ACTIVITY —
Locate the word "building" in the entries below, then gather every line that holds it.

[[ DATA UNDER STUDY, beginning ]]

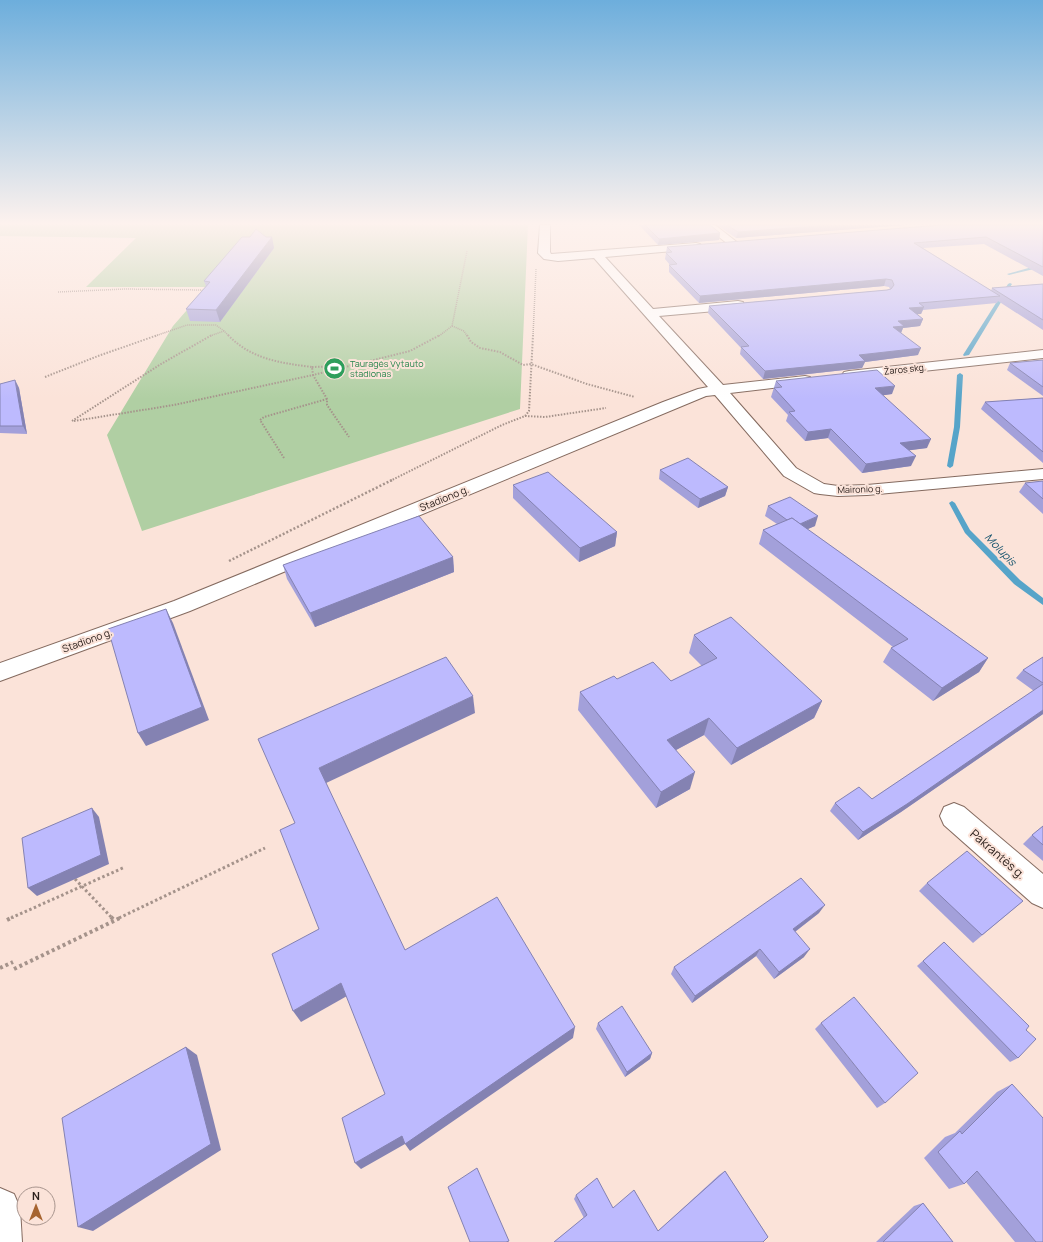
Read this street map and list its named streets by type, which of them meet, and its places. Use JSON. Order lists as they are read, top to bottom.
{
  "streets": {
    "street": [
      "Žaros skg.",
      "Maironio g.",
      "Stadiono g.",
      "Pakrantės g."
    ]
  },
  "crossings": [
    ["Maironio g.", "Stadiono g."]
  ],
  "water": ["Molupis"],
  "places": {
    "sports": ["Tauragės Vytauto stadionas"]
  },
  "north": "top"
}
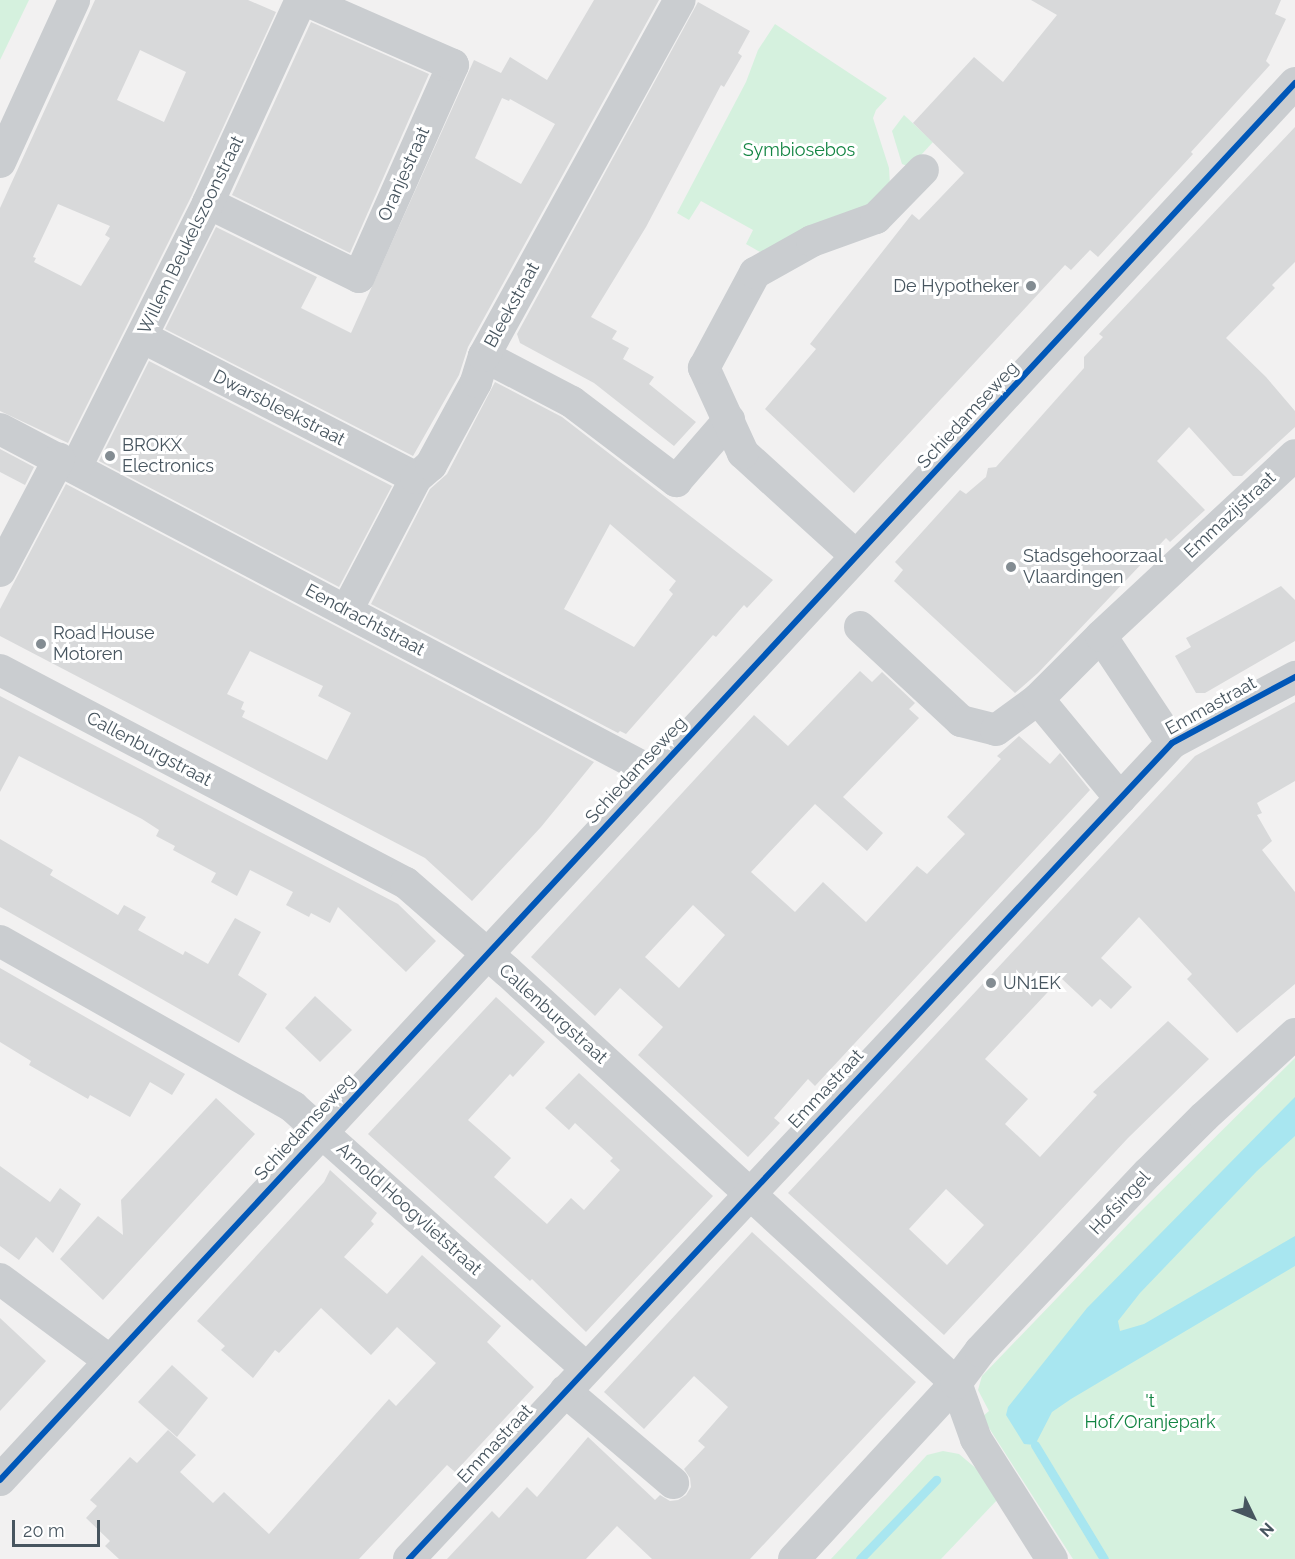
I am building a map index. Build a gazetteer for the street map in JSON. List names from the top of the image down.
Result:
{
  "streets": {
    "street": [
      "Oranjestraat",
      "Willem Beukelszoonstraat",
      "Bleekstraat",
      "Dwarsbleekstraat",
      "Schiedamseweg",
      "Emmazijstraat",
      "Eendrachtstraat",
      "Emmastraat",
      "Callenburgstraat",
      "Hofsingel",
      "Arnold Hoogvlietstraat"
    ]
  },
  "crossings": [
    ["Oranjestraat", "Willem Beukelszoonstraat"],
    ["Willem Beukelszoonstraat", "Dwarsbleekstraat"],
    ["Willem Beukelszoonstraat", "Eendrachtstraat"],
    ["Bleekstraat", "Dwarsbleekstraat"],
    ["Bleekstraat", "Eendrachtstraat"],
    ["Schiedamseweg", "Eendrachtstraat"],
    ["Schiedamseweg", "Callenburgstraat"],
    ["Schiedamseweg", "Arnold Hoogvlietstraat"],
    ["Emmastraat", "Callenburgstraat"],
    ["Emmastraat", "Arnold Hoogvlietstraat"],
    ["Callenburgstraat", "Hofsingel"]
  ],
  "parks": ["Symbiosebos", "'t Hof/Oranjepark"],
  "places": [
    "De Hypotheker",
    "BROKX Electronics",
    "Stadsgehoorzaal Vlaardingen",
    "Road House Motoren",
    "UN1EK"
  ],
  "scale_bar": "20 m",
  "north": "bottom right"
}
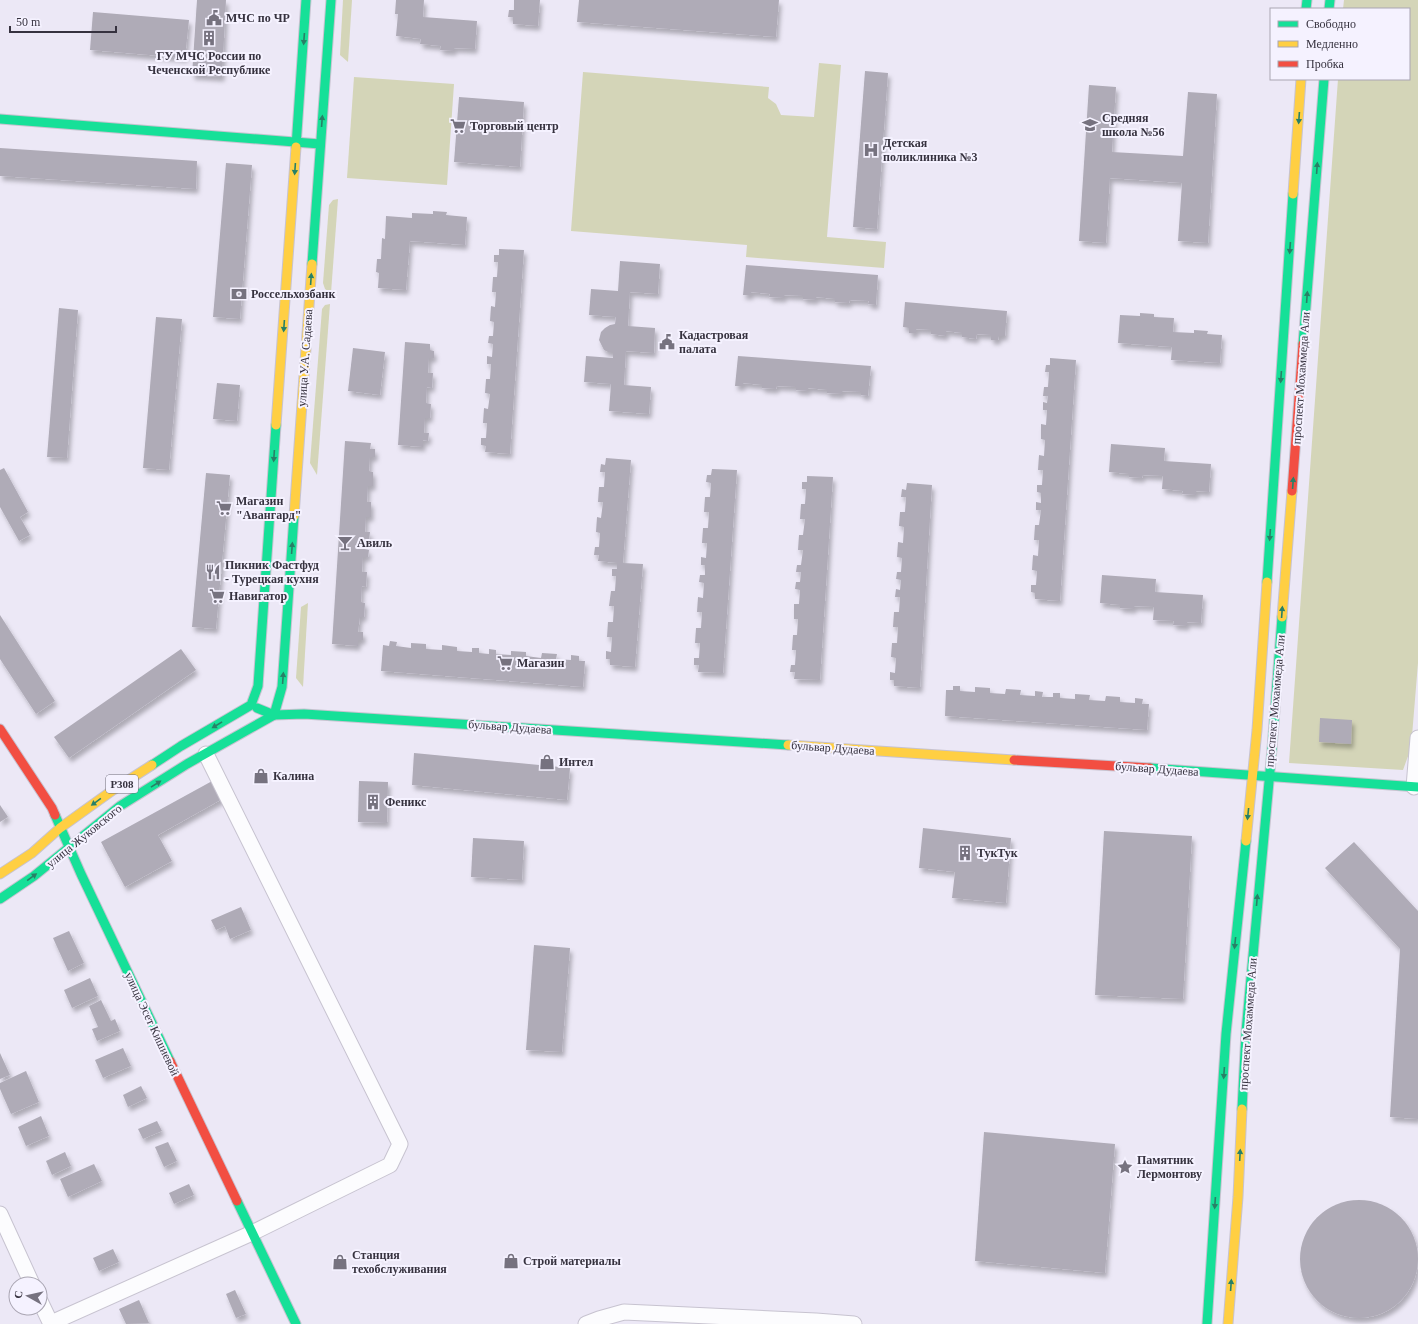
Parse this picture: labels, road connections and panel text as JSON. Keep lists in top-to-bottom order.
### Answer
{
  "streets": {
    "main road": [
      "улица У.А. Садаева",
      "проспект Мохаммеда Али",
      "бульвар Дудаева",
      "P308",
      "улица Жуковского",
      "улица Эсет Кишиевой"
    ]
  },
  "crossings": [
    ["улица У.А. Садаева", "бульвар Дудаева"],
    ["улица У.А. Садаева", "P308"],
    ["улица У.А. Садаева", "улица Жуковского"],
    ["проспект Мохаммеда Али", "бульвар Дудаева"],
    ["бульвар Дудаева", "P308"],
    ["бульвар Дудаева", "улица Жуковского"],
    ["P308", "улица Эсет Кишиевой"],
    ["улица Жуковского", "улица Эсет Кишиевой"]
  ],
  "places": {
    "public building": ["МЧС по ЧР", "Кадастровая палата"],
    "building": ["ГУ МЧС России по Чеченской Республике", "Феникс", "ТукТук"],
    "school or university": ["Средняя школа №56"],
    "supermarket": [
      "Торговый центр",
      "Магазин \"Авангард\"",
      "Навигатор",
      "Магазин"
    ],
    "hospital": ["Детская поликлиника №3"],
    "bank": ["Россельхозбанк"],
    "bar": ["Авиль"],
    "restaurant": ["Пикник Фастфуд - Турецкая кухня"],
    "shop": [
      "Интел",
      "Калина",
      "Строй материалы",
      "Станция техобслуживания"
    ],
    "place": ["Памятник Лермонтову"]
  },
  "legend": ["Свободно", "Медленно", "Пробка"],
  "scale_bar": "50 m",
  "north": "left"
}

[[ DATA UNDER STUDY, end ]]

TASK OUTPUT —
I am building a map index. Build a gazetteer for the street map in JSON. List names from the top of the image down.
    "public building": ["МЧС по ЧР", "Кадастровая палата"],
    "building": ["ГУ МЧС России по Чеченской Республике", "Феникс", "ТукТук"],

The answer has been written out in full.